Is it supposed to be this hard???

iVillage Member
Registered: 07-01-2006
Is it supposed to be this hard???
1
Mon, 07-03-2006 - 4:23pm

Hello everyone. I guess maybe I should introduce myself 1st. My name is Xiomara and I'm a SAHM to 2 beautiful children, a 6 yr old boy, and a 7 month old baby girl. I'm 25 yrs old and am currently pursuing my bachelors in nursing

I have been in a relationship with my daughters father for a very short time, just a yr and a half. In the beginning I thought he was everything that I wanted. He was attentive, he went out of his way to make me happy. He was great with my son. He bought me flowers and gifts just because. He had 2 beautiful little boys that I immediatley fell in love with. When we talked it seemed like we both wanted the same things out of life. I fell for him fast and hard (which is not at all like me). Within a couple of months we were making plans to move in together.

It didn't last for long. Soon he made me quit my job because it was causing too many problems (I was a bartender). He made me cut off all ties I had with my male friends. In hindsight I guess I should've seen those red flags but chose to ignore them and made excuses for him. One night just three months into the relationship we got into our first bad argument and he picked me up by my throat and threw me to the ground (he's much bigger than I am). I was so scared, our kids were in the next room, he had my keys and wouldnt let me leave, and he had pulled the phone out of the wall so I couldn't call anyone. He immediatley started apologizing and after about an hour he finally let me take my son and leave.

I felt hurt,confused, and betrayed. I had gone over there that night to tell him that I thought I may have been pregnant and I never got to tell him that night. The next day I gave in to him and met him at a public place where he met me with his boys and flowers. That night he cried. He told me he had never done that before and that he hadn't been himself since his grandfatehr had passed...I wanted so badly to believe him. He promised to go to counseling and so I went back. That week we confirmed that I was pregnant which made me feel that I had to try to work things out.

From then on it has been an emotional rollercoaster.
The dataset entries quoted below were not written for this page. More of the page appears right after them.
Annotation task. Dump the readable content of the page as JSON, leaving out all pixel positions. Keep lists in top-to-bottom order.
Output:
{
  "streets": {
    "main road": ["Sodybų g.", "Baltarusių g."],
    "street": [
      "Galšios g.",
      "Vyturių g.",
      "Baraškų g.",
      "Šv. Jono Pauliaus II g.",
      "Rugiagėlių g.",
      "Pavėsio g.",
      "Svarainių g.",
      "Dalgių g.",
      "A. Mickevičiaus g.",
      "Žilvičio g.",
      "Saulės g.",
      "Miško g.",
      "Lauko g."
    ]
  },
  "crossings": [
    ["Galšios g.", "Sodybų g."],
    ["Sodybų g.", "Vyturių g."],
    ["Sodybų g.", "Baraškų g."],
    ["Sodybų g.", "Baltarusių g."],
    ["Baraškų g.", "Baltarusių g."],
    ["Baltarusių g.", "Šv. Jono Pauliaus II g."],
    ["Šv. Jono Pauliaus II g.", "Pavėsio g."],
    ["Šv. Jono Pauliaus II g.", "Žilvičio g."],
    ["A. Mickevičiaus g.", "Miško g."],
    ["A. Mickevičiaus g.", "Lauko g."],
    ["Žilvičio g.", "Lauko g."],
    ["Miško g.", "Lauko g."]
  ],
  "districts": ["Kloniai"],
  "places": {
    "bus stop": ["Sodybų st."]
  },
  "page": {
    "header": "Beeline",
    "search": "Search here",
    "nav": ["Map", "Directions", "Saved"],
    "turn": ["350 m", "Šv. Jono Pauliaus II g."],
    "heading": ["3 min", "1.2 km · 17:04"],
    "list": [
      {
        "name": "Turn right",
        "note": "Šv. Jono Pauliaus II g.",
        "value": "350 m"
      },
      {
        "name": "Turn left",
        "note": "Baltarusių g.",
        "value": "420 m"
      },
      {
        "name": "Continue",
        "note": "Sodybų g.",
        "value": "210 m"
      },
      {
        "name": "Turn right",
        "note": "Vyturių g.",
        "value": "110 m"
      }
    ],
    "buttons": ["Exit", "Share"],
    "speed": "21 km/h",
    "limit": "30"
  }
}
I have "left" him many times (usually when he loses his temper and puts his hands on me), but I always end up coming back to him. The past couple of months he has been spending less and less time with me and the kids. He has been very distant. He makes me feel worthless and tells me I don't deserve all the things he provides for me (by things i mean a roof over our heads, food, gas and insurance on the car). He has refused to go to counseling preferring instead to place the blame on me. If I wasnt so bossy and controlling maybe things would be different...thats what he tells me. He tells me I've made him bitter and he resents me for threating to get the police involved when he hits me.

My mind tells me to get away from this man, but for some stupid reason I love him. Last night he told me that he wants out of this relationship and that I have two weeks to move me and my kids stuff. I feel like he just used me, broke me and now he's throwing me out like a piece of garbage. I know that I should be glad that he wants out and is no longer holding me here but Idont...I feel hurt and scared. I mean what now? I have no job, 2 young kids, and i'm in school.I used to be such a happy person always full of energy and now it seems like I wont ever feel that again. I dont think I will ever be able to trust another person and be able to build a healthy relationship. My god I have never felt so alone in my life...why is this so hard???

iVillage Member
Registered: 06-28-2006
Tue, 07-04-2006 - 12:33am
first off, tons of hugs to you....even tho it may seem very hard right now it may be easier...when he leaves, first of all its alot easier to obtain child support(if he follows the order) and also, then you don have to make that big leap to say "see ya!"...while you may think you still love him, and mayb eu do somewhere, you obviously see hes not who he was when u met and no one deserves to be pushed, showed, hit, or even verbally abused...you need to take your children and get away, for their safety as well as yours...are there any police reports reagrding his abuse? if there are, that may help you with the child support situation etc...anyways mainly what i want to say is that there are women on here who are here for you to listen, to b*tch to, all that good stuff...so know you're not alone...EVER!